Guam Waterworks Authority has made the matter of a company owner’s race an issue in a court case that has nothing to do with race at all. The utility agency is using money derived from the water and sewer bills you pay to afford its already-costly court battle against Core Tech International (CTI)… a court battle GWA and the government of Guam started without provocation.
In a January 4, 2022 request it has made to the Guam Supreme Court for the high court’s involvement in a critical land dispute it has with CTI, GWA made a parenthetical notation toward the end of its argument to qualify CTI’s status as a private landowner: “far removed from an ancestral landowner.”
An “ancestral landowner’ is a person who has a claim to land condemned by the U.S. Navy in 1950 and prior, and that has been returned or is anticipated to be returned to the government of Guam. In all instances, those original landowners were Chamorro.
The dispute is over the ownership of Lot 10184-7, Ukudu, Dededo, where GWA operates the Northern District Wastewater Treatment Plant (NDWWTP). Ironically the dispute arose from actions taken by the government of Guam itself, after the Guam Ancestral Lands Commission quitclaimed the land to the ancestral landowner: the Estate of Jose Martinez Torres, on October 17, 2006. Shortly after, the Torres estate sold the property to the owner of Younex Corporation. The Department of Land Management in 2010 and 2014 issued certificates of title evidencing Younex owned the properties. In 2015, CTI bought the properties in a legal sale. Documents proving these facts are filed at DLM.
GWA is asking the Guam Supreme Court to hear its case, because the public utility agency disagrees with a recent decision and order handed down by Superior Court of Guam Judge Elyze Iriarte. On November 30, 2021, Ms. Iriarte denied GWA’s motion dismiss CTI’s counterclaims to GovGuam and GWA’s original lawsuit on grounds. GWA had argued CTI has no standing to its counterclaims because CTI has never owned Lot 10184-7.
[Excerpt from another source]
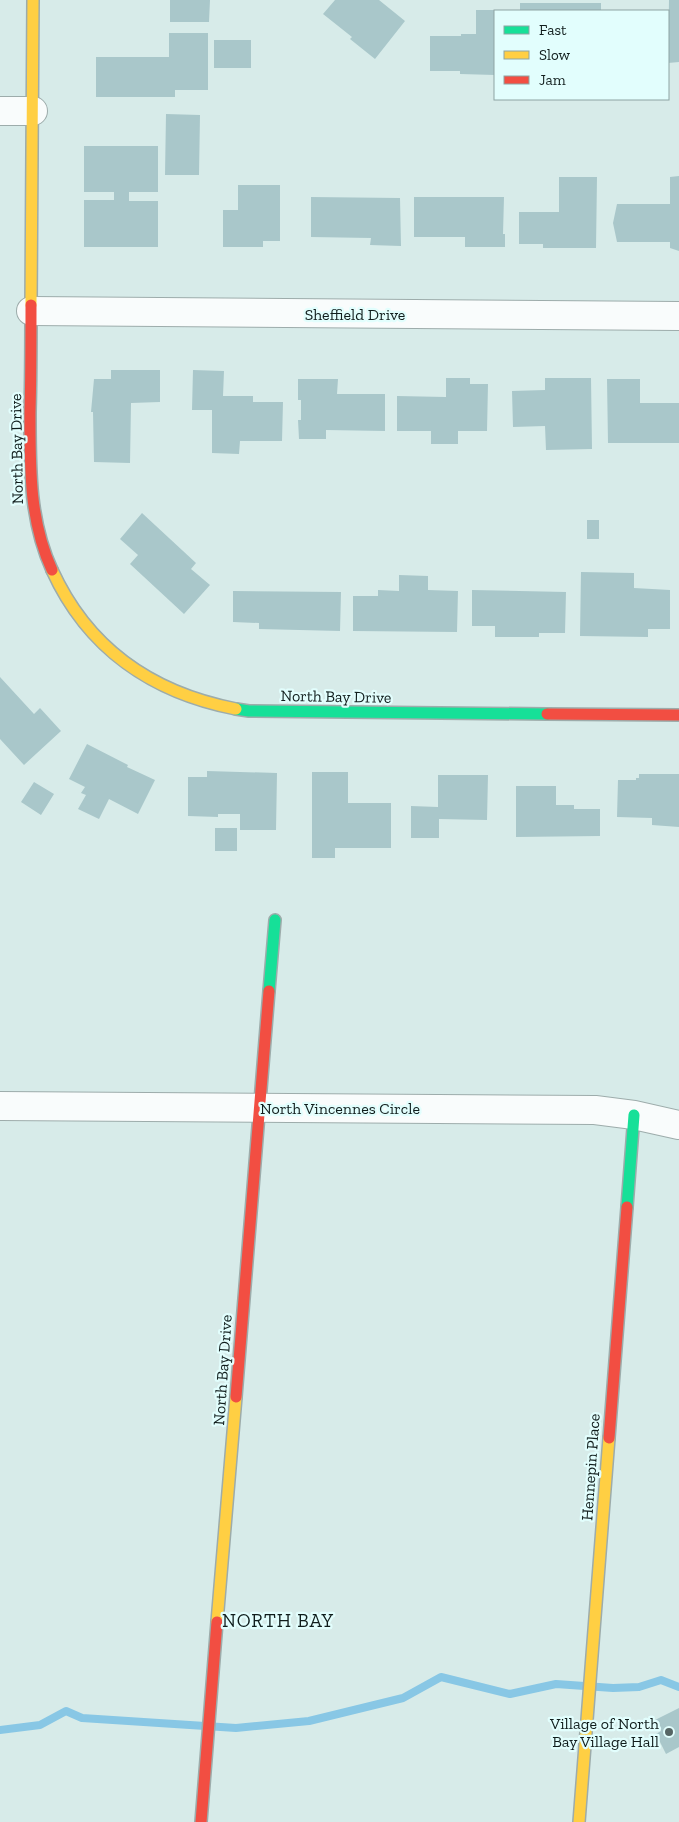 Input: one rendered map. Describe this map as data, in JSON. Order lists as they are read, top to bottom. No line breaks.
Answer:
{"streets":{"street":["Sheffield Drive","North Bay Drive","North Vincennes Circle","Hennepin Place"]},"crossings":[["Sheffield Drive","North Bay Drive"],["North Bay Drive","North Vincennes Circle"],["North Vincennes Circle","Hennepin Place"]],"districts":["NORTH BAY"],"places":["Village of North Bay Village Hall"],"legend":["Fast","Slow","Jam"]}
Ms. Iriarte disagreed and wrote, in part, that not only does CTI have an ownership interest in the land, it is questionable whether GWA can use or occupy the land at all.
GWA and its attorneys believe Ms. Iriarte misapplied certain local laws, including the law that created the Guam Ancestral Lands Commission. While the contention is that the judge misapplied language contained in the ancestral lands statute, no where in the case is the racial makeup of CTI’s ownership and management, or whether CTI is an ancestral lands claimant a matter under dispute… except in GWA’s own petition to the Guam Supreme Court.
GWA’s general manager, Miguel Bordallo, does not reply to Kandit’s requests for comment.